Content starts

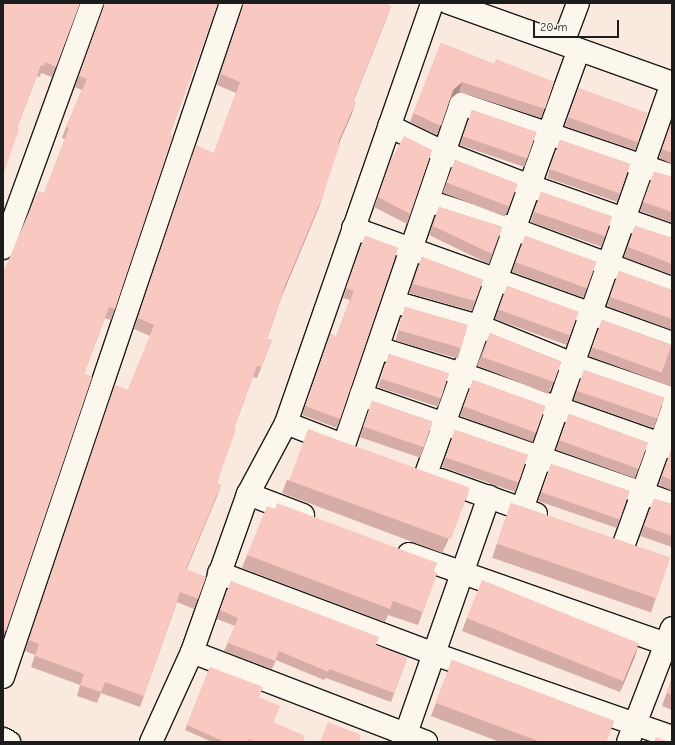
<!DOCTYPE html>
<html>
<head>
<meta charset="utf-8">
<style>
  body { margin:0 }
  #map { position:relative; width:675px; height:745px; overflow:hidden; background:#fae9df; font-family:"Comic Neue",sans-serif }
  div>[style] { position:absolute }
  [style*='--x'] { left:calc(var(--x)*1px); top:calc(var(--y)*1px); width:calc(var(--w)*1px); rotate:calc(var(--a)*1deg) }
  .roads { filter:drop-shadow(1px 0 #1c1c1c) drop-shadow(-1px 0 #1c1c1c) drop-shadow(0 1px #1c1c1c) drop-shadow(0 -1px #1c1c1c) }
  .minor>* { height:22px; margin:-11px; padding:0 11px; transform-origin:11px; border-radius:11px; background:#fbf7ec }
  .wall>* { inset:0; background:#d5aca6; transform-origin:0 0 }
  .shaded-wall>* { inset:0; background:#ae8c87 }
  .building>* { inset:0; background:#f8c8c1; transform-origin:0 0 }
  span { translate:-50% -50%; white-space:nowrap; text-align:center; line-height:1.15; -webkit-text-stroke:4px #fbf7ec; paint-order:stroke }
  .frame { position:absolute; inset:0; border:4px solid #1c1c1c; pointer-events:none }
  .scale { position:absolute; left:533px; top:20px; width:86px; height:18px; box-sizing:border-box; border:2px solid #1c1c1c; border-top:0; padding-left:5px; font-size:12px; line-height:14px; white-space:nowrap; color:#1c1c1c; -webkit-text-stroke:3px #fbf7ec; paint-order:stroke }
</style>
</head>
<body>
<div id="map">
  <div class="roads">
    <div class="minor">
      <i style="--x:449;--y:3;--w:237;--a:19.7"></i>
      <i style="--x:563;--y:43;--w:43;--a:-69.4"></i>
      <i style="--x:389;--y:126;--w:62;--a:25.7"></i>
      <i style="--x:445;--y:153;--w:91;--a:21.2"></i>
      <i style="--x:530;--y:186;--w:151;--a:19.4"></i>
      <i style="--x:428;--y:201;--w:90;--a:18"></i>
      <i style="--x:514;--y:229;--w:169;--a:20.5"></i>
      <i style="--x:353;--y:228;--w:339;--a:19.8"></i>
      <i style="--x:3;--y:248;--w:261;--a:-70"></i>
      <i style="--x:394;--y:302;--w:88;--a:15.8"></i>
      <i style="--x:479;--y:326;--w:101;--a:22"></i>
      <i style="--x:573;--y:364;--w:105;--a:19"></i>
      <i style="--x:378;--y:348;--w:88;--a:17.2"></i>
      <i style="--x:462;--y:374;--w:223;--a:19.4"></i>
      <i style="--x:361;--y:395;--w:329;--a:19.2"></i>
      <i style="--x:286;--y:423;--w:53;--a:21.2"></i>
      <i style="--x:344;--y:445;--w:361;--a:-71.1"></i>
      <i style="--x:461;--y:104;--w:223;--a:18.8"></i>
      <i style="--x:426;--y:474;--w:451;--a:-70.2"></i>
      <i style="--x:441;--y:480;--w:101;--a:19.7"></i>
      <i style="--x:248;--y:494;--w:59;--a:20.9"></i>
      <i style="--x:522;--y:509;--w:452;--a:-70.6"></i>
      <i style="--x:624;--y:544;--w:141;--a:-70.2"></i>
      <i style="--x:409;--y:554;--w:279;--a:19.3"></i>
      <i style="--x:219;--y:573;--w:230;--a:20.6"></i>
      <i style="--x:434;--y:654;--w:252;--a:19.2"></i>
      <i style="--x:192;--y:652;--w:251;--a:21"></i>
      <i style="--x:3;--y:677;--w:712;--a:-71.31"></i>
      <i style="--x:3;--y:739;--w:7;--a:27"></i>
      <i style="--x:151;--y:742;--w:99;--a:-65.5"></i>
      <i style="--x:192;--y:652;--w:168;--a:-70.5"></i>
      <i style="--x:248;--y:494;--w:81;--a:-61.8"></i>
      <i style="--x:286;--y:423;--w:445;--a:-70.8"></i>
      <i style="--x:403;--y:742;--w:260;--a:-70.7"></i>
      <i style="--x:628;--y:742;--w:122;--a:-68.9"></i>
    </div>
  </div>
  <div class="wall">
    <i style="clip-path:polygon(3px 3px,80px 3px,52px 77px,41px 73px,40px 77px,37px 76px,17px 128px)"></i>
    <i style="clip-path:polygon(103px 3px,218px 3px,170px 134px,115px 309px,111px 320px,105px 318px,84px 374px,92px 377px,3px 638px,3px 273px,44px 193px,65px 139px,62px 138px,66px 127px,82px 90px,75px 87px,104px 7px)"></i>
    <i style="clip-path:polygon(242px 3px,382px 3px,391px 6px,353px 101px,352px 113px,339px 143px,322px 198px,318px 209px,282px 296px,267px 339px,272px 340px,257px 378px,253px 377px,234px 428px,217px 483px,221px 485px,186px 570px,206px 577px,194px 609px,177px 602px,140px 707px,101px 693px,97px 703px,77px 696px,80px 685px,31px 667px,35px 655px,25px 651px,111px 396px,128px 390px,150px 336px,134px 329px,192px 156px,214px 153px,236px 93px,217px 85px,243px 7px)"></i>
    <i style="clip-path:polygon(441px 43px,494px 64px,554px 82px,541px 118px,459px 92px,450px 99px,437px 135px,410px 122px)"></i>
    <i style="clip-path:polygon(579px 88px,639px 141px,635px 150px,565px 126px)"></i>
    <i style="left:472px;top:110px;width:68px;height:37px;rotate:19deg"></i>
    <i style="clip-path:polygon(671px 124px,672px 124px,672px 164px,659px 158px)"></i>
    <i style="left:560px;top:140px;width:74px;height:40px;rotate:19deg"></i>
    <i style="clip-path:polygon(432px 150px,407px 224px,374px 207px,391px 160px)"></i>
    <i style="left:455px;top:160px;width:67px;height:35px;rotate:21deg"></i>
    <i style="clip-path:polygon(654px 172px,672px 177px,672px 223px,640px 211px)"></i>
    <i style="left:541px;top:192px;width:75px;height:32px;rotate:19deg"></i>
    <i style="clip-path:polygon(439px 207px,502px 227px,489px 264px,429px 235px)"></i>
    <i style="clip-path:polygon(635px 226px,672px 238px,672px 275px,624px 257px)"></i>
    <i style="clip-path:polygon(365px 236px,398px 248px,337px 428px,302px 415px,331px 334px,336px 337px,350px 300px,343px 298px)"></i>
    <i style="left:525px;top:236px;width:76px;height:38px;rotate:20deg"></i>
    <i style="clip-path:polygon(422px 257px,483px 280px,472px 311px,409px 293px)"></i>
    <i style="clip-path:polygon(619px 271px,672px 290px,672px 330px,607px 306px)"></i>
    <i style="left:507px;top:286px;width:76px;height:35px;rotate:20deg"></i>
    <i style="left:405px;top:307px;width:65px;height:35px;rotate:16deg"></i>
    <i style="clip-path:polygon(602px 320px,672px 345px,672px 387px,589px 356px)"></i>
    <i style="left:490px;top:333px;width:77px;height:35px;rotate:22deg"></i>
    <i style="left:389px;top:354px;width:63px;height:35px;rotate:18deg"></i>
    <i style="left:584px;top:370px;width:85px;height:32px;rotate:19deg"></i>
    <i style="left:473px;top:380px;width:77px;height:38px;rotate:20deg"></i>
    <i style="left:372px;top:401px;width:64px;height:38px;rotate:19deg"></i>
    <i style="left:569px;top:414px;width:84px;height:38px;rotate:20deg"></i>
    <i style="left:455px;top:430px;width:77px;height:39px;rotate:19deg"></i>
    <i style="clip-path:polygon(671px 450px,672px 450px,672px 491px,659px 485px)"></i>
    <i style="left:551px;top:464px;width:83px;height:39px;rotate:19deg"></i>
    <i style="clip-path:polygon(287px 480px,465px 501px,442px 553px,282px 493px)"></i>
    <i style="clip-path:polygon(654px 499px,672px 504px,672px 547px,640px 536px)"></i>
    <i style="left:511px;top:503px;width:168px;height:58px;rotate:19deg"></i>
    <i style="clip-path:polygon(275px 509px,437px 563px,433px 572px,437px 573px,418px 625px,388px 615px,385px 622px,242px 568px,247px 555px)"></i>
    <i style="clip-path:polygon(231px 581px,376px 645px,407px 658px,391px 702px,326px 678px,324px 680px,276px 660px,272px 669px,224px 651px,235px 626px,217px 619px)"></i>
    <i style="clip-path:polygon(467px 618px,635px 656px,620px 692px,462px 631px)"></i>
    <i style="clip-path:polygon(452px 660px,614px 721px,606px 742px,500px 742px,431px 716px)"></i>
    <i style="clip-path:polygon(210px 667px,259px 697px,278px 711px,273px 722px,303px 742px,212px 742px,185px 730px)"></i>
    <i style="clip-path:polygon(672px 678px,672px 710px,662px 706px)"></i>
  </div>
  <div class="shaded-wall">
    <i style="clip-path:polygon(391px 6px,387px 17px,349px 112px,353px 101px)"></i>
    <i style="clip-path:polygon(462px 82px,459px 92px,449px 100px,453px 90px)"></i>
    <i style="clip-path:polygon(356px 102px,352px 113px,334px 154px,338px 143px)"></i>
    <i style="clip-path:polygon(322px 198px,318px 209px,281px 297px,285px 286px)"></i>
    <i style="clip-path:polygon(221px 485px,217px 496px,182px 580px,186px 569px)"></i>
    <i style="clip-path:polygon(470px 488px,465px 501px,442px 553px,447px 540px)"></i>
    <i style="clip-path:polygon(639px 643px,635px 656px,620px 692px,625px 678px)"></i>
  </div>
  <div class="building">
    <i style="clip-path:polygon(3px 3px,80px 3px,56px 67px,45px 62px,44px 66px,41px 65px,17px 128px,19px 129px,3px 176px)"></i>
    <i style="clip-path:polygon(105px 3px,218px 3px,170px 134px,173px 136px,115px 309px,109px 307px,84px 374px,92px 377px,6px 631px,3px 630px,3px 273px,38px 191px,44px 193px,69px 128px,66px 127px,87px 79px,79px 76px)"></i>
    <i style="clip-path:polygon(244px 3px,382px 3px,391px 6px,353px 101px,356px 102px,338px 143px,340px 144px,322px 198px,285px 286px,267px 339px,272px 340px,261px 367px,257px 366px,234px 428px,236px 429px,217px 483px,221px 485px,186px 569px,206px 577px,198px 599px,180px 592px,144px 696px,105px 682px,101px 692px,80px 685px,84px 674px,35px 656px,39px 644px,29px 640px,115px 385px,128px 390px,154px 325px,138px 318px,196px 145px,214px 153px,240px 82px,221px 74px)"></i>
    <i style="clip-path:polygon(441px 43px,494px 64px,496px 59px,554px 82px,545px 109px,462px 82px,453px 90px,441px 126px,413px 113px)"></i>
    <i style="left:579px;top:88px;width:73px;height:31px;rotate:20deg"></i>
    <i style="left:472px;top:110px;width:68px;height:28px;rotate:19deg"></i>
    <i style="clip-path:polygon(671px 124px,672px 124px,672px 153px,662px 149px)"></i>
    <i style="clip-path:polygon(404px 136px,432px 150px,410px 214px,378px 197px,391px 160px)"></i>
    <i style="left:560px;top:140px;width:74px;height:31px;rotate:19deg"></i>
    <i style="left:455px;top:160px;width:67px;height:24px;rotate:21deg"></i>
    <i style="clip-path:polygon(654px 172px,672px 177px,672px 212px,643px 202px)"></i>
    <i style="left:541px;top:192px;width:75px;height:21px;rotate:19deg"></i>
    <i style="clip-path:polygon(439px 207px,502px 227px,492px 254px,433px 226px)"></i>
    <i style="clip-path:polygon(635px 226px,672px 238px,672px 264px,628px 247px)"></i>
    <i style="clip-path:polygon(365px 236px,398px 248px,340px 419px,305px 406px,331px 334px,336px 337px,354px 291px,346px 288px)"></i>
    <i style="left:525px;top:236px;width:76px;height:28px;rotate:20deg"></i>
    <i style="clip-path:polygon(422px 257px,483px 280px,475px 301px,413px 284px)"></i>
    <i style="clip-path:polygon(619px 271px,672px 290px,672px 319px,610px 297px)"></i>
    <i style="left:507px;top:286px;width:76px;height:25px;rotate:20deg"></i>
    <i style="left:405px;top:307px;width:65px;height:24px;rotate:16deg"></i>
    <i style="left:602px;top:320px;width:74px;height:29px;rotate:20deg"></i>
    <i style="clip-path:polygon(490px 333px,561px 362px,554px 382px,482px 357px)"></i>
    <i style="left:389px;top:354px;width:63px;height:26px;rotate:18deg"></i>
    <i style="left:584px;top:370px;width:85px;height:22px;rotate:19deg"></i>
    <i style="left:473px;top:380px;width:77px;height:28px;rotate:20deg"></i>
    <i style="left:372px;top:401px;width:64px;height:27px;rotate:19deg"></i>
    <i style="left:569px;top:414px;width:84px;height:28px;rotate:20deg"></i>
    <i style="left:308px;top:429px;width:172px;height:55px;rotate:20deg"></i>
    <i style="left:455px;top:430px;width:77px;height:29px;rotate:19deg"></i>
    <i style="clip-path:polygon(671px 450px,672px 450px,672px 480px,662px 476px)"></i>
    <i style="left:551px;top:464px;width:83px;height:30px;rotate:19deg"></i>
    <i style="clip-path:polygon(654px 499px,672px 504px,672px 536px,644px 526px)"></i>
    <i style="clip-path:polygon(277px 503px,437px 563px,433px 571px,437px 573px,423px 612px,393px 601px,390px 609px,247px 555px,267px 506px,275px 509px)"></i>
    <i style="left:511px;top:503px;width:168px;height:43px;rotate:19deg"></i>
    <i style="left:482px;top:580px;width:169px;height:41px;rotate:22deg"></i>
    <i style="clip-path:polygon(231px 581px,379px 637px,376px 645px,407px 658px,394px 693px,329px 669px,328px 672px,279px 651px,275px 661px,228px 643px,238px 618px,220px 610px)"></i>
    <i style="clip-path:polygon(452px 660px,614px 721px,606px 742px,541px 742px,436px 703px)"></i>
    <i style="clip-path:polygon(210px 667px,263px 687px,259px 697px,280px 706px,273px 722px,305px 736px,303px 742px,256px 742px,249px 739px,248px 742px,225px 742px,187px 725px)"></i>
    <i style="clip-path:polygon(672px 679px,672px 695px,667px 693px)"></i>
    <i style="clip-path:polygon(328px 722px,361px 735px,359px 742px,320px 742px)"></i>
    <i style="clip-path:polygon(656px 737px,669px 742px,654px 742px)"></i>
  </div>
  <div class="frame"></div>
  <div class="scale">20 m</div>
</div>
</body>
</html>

Content ends

THE TASK
Starting from the first line of the entries above, print each line exactly until the line containing "filter:drop-shadow(1px 0 #1c1c1c)" has been printed, and skip the pictures.

ANSWER TO THIS TASK
<!DOCTYPE html>
<html>
<head>
<meta charset="utf-8">
<style>
  body { margin:0 }
  #map { position:relative; width:675px; height:745px; overflow:hidden; background:#fae9df; font-family:"Comic Neue",sans-serif }
  div>[style] { position:absolute }
  [style*='--x'] { left:calc(var(--x)*1px); top:calc(var(--y)*1px); width:calc(var(--w)*1px); rotate:calc(var(--a)*1deg) }
  .roads { filter:drop-shadow(1px 0 #1c1c1c) drop-shadow(-1px 0 #1c1c1c) drop-shadow(0 1px #1c1c1c) drop-shadow(0 -1px #1c1c1c) }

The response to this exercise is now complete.